Ontex Q3 2014: Continued solid revenue growth and expanding EBITDA margins, with unchanged Full Year 2014 top line expectations
Aalst-Erembodegem, November 26, 2014 - Ontex Group NV (Euronext Brussels: ONTEX; ‘Ontex,’ ‘the Group’ or ‘the Company’) and Ontex IV S.A. today announced their unaudited interim results for the three and nine month periods ending September 30, 2014.
Key Ontex Group Highlights Q3 2014
• Revenue at €398.4 million, up 5.0% on a reported basis; revenue up 4.9% on a like-for like (LFL)1 basis against a strong comparable in the prior year
• Further growth of Adjusted EBITDA2, up 8.6% year-on-year to €49.0 million; Adjusted EBITDA margin up 41 bps to 12.3%
• EBITDA generation and a lower working capital drove an increase in Adjusted Free Cash Flow3
• Net Debt4 of €535.0 million and net financial debt/LTM adjusted EBITDA ratio at 2.8x as of September 30, 2014; both decreased versus the respective pro-forma figures at June 30, 2014
Key Ontex Group Highlights 9M 2014
• Revenue at €1,208.3 million, up 9.1% on a reported basis and 7.2% on a LFL basis
• Adjusted EBITDA2 up 15.7% at €147.6 million and Adjusted EBITDA margin of 12.2%, up 70 bps
Key Ontex Group Financials Q3 2014 and 9M 2014
Charles Bouaziz, CEO of Ontex commented: “We continued to show broad-based revenue growth across all divisions and categories to deliver a top line performance in line with expectations, taking into consideration the strong comparable quarter in the prior year. Group top-line growth was in line with our growth model, and we were able to expand Adjusted EBITDA margins further. Finally, we are very pleased to have fundamentally improved our financial position, first by redeeming our €280 million floating rate notes in July, and in November, to have successfully reached agreement to refinance our remaining debt at significantly better terms.”
1 LFL is defined as at constant currency excluding change in perimeter of consolidation or M&A
2 Adjusted EBITDA for Ontex IV SA at €148.7 million for 9M 2014; €49.7 million for Q3 2014. Adjusted EBITDA is a non-IFRS measure, defined as EBITDA plus non-recurring expenses and revenues excluding non-recurring depreciation and amortization and has consistently been applied throughout reporting periods. EBITDA is a non-IFRS measure, defined as earnings before net finance cost, income taxes, depreciation and amortization
3 Adjusted Free Cash Flow calculated as Adjusted EBITDA less capex, change in working capital and cash taxes paid. Adjusted FCF calculation changed from prior year quarterly disclosure to align with cash flow statement. For reconciliation with previous reporting, refer to Page 17 from the earnings report. Adjusted FCF for Ontex IV SA at €90.2 million for 9M 2014; €46.6 million for Q3 2014
4 Net Debt for Ontex IV SA at €539.8 million as of September 30, 2014 and the difference with Ontex Group NV (€4.8 million) is mainly explained by a difference in cash position.
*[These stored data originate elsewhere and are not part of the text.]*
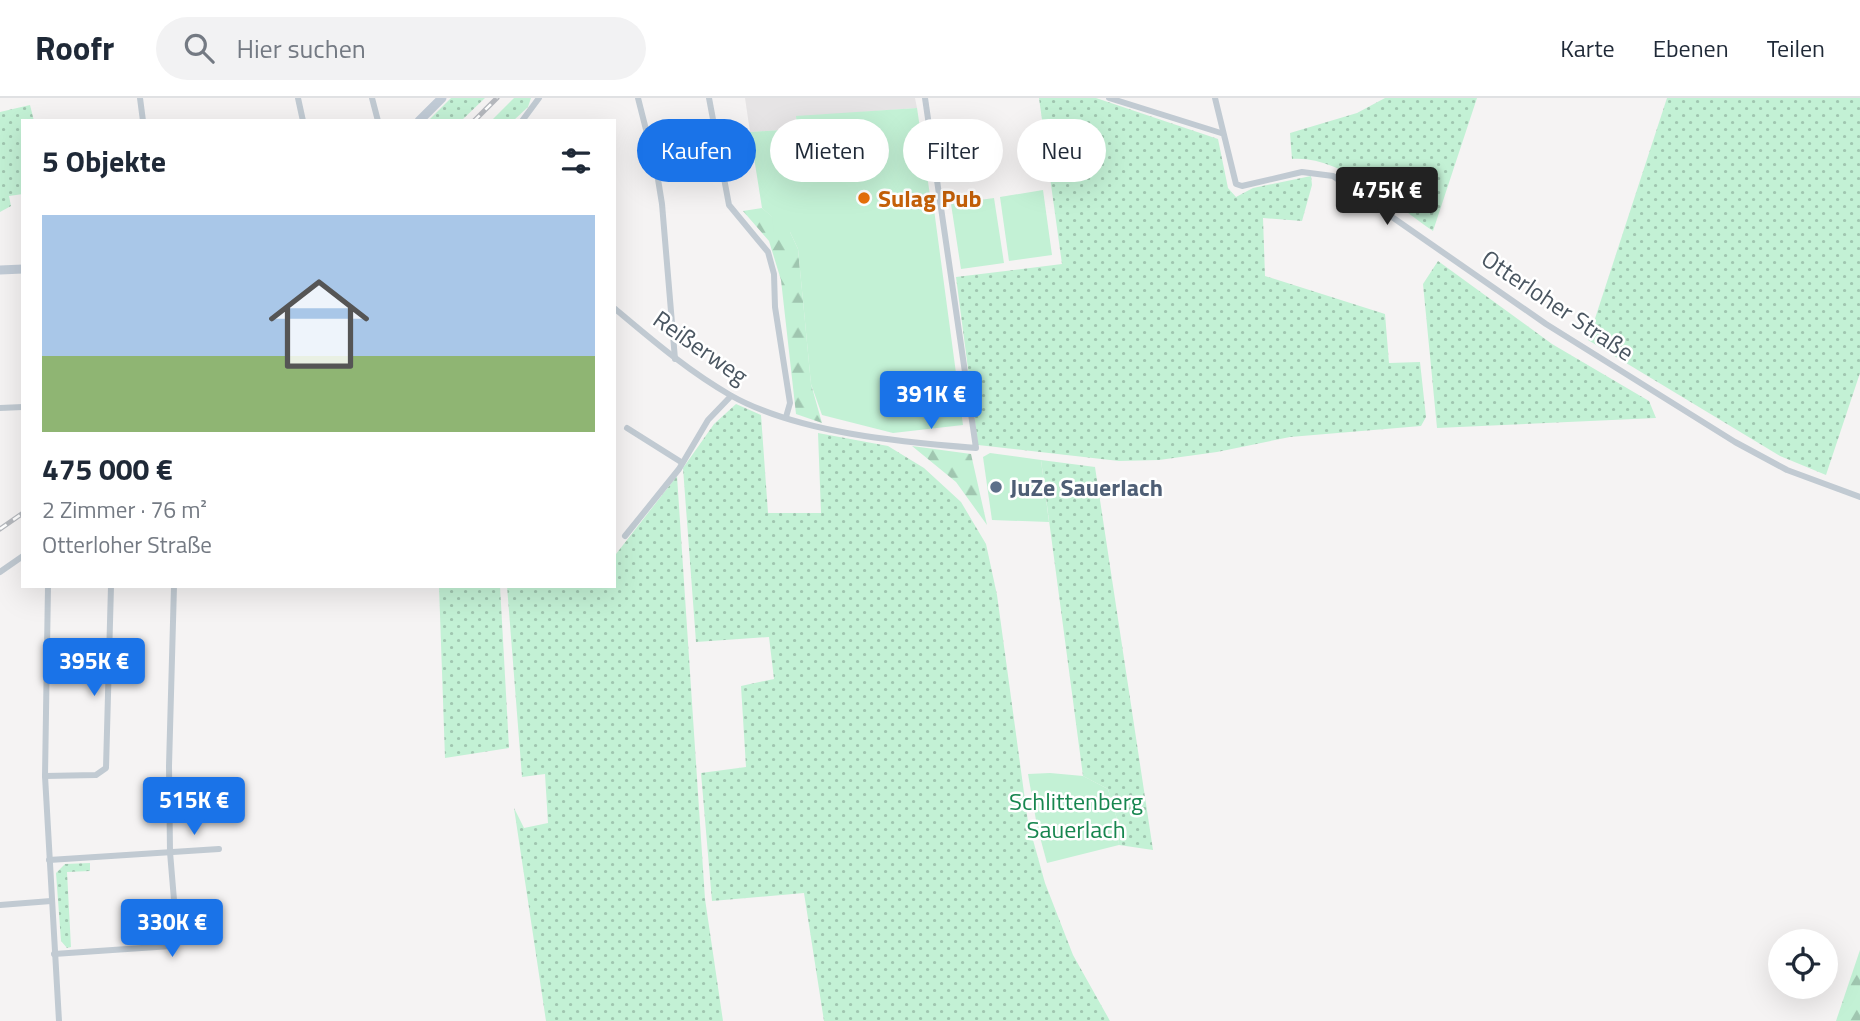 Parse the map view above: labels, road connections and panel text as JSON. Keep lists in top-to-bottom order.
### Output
{
  "streets": {
    "street": ["Otterloher Straße", "Reißerweg"]
  },
  "parks": ["Schlittenberg Sauerlach"],
  "places": ["Sulag Pub", "JuZe Sauerlach"],
  "page": {
    "header": "Roofr",
    "search": "Hier suchen",
    "nav": ["Karte", "Ebenen", "Teilen"],
    "chip": [
      "Kaufen",
      "Mieten",
      "Filter",
      "Neu"
    ],
    "heading": "5 Objekte",
    "price": [
      "475K €",
      "391K €",
      "395K €",
      "515K €",
      "330K €"
    ],
    "list": [
      {
        "name": "475 000 €",
        "note": "2 Zimmer · 76 m² · Otterloher Straße"
      }
    ]
  }
} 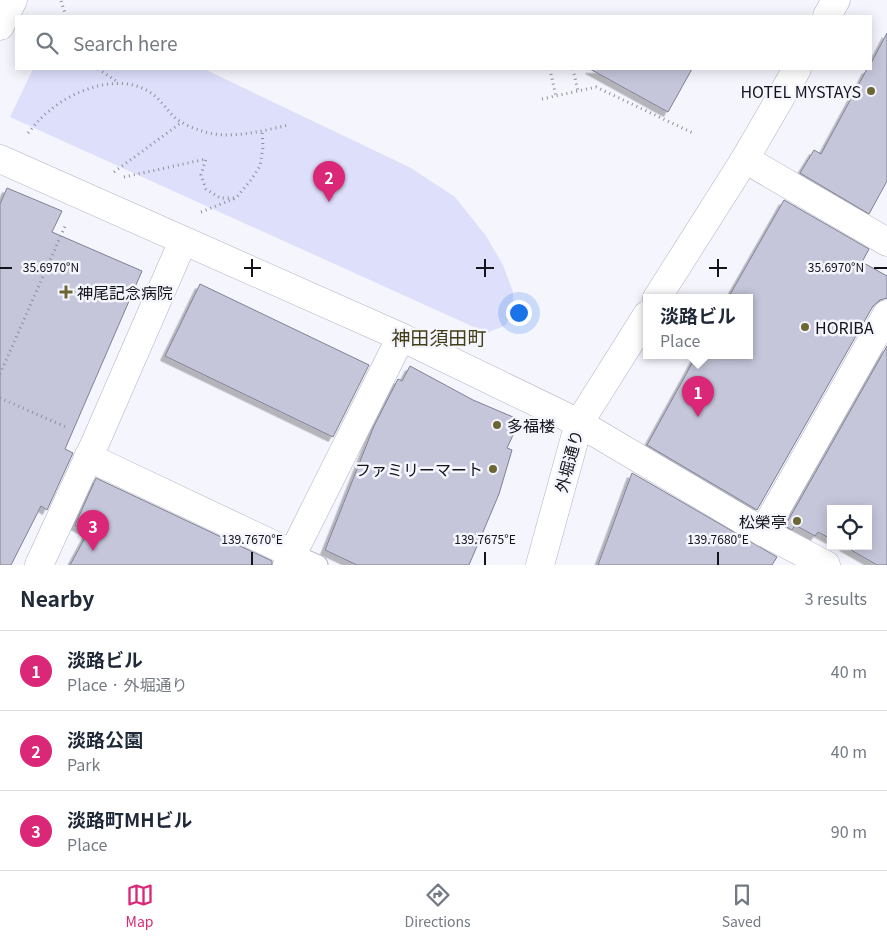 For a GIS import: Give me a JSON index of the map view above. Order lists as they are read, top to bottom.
{
  "streets": {
    "street": ["外堀通り"]
  },
  "districts": ["神田須田町"],
  "places": {
    "other": [
      "HOTEL MYSTAYS",
      "HORIBA",
      "多福楼",
      "ファミリーマート",
      "松榮亭"
    ],
    "health": ["神尾記念病院"]
  },
  "page": {
    "search": "Search here",
    "pins": ["2", "1", "3"],
    "popup": ["淡路ビル", "Place"],
    "heading": ["Nearby", "3 results"],
    "list": [
      {
        "mark": "1",
        "name": "淡路ビル",
        "note": "Place · 外堀通り",
        "value": "40 m"
      },
      {
        "mark": "2",
        "name": "淡路公園",
        "note": "Park",
        "value": "40 m"
      },
      {
        "mark": "3",
        "name": "淡路町MHビル",
        "note": "Place",
        "value": "90 m"
      }
    ],
    "nav": ["Map", "Directions", "Saved"]
  },
  "coordinates": [
    "35.6970°N",
    "139.7670°E",
    "139.7675°E",
    "139.7680°E"
  ]
} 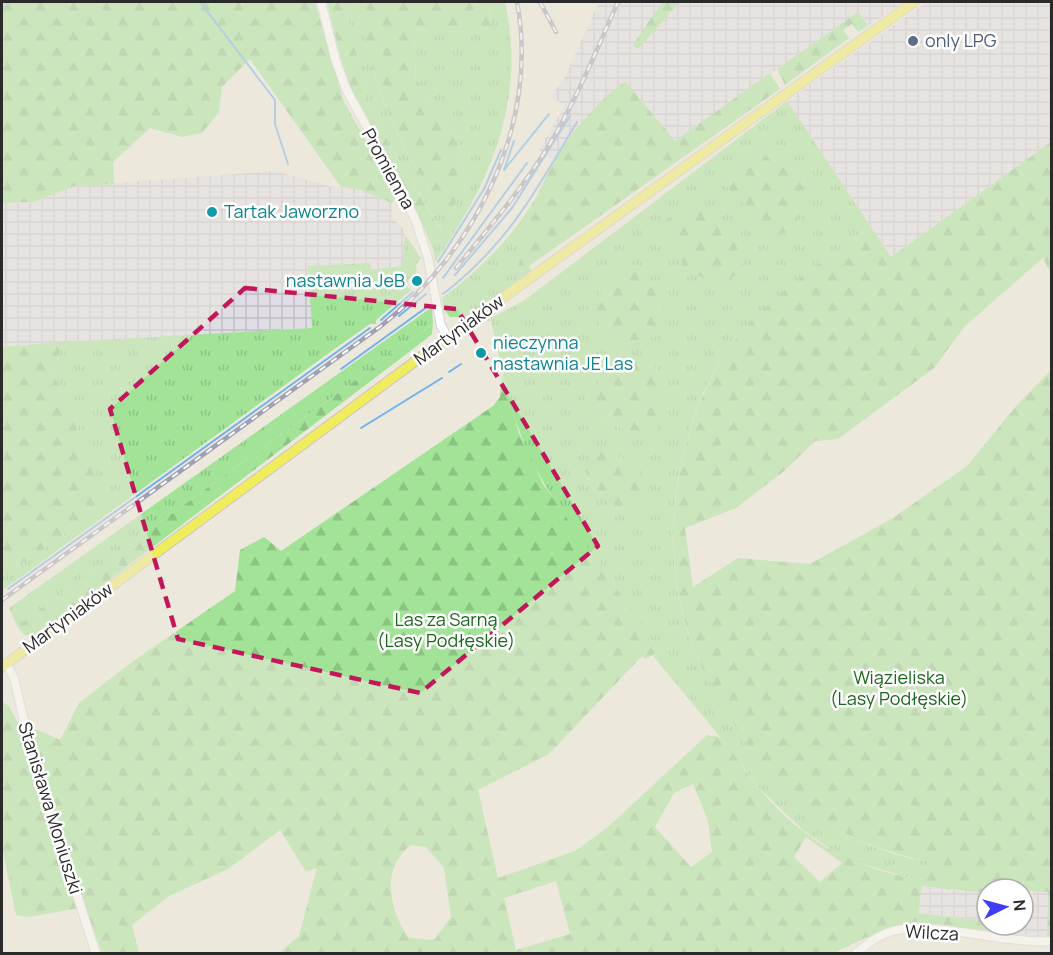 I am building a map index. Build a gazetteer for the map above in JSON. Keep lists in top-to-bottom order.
{
  "streets": {
    "main road": ["Martyniaków"],
    "street": ["Promienna", "Stanisława Moniuszki", "Wilcza"]
  },
  "crossings": [
    ["Promienna", "Martyniaków"],
    ["Martyniaków", "Stanisława Moniuszki"]
  ],
  "parks": ["Las za Sarną (Lasy Podłęskie)", "Wiązieliska (Lasy Podłęskie)"],
  "places": [
    "only LPG",
    "Tartak Jaworzno",
    "nastawnia JeB",
    "nieczynna nastawnia JE Las"
  ],
  "north": "right"
} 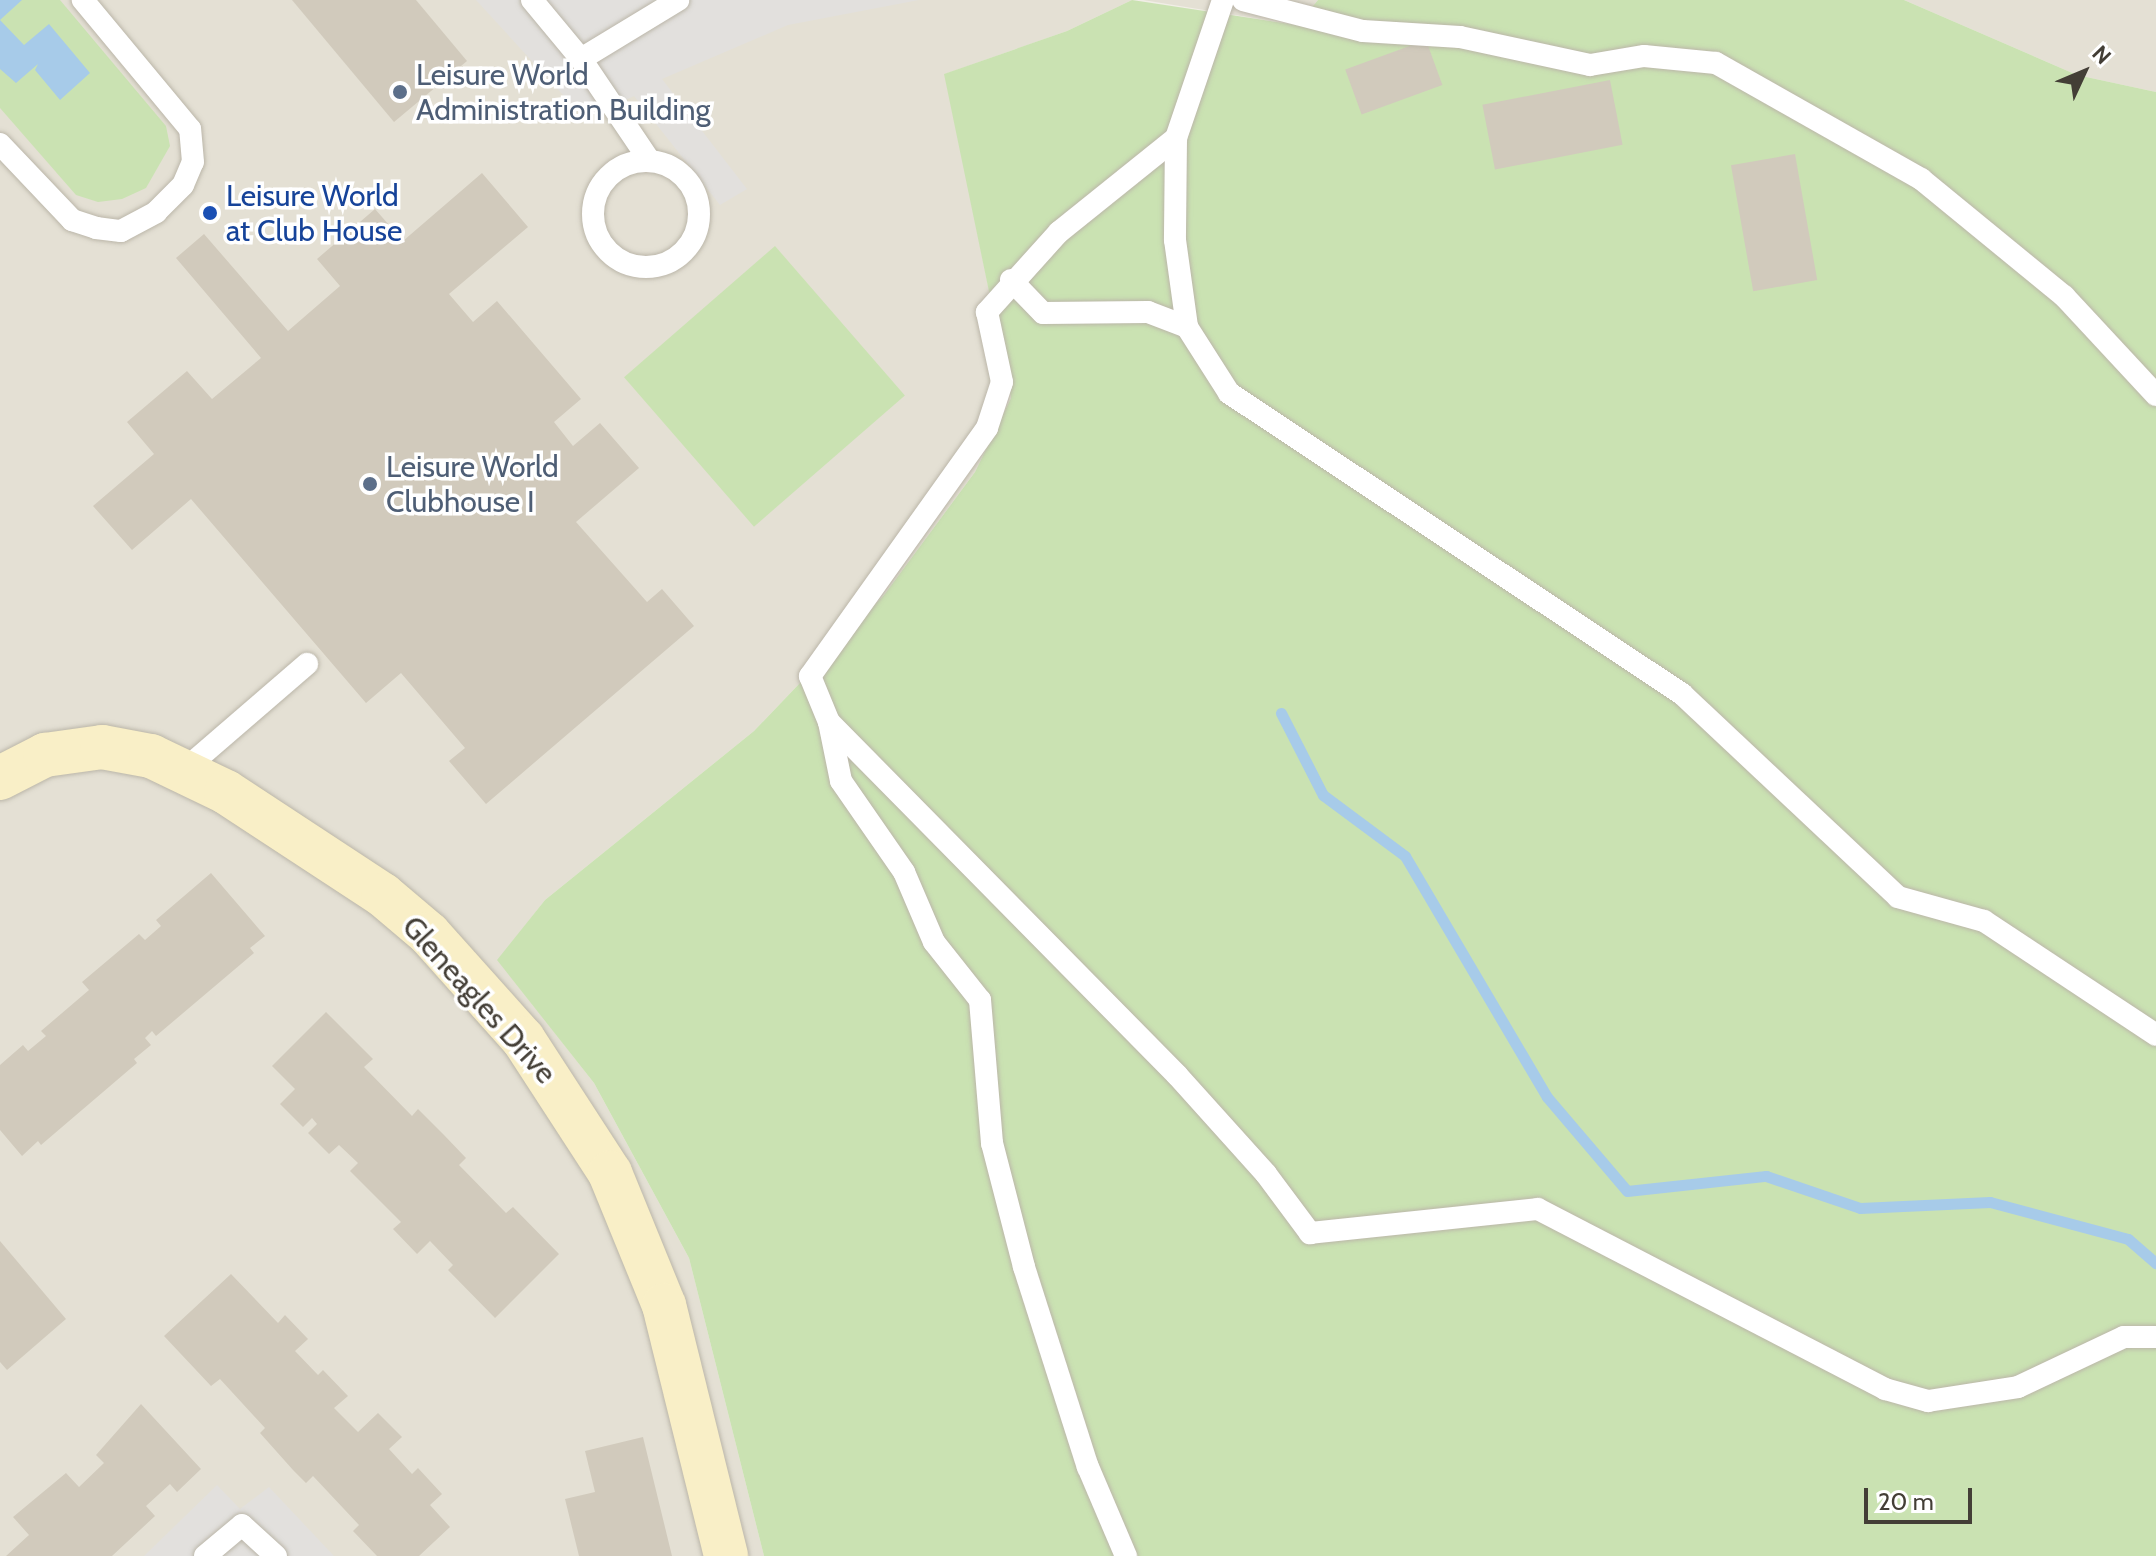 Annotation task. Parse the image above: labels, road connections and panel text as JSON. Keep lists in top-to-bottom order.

5 Adjusted Basic Earnings per share (Adjusted EPS) excludes non-recurring expenses of €22.3 million for 9M 2014; €0.3 million for Q3 2014. For definition and further detail refer to Page 11.
In the three resilient categories in which the Group is active, the overall market environment, while remaining highly competitive, was broadly stable compared to the prior two quarters in 2014. With the impact of the withdrawal of Kimberly Clark from the Western European baby diaper market completed, growth in mature markets returned to normalised levels, as retailers have successfully transitioned shelf space from A brands to their retailer branded products.
In Q3, the Group saw a more moderate overall impact from currency fluctuations compared to the prior two quarters of 2014. Whilst the depreciation of the Turkish Lira and Russian Rouble versus the euro negatively affected the Group’s results, especially within the MEA and Growth Market divisions, the continued appreciation of the British Pound during the quarter mitigated these effects.
As expected, raw material prices rose slightly over the third quarter versus the previous quarter, and the Group continued to implement several initiatives that have been successful in mitigating the impact from these increases, such as efficiency programmes as well as price adjustments where relevant.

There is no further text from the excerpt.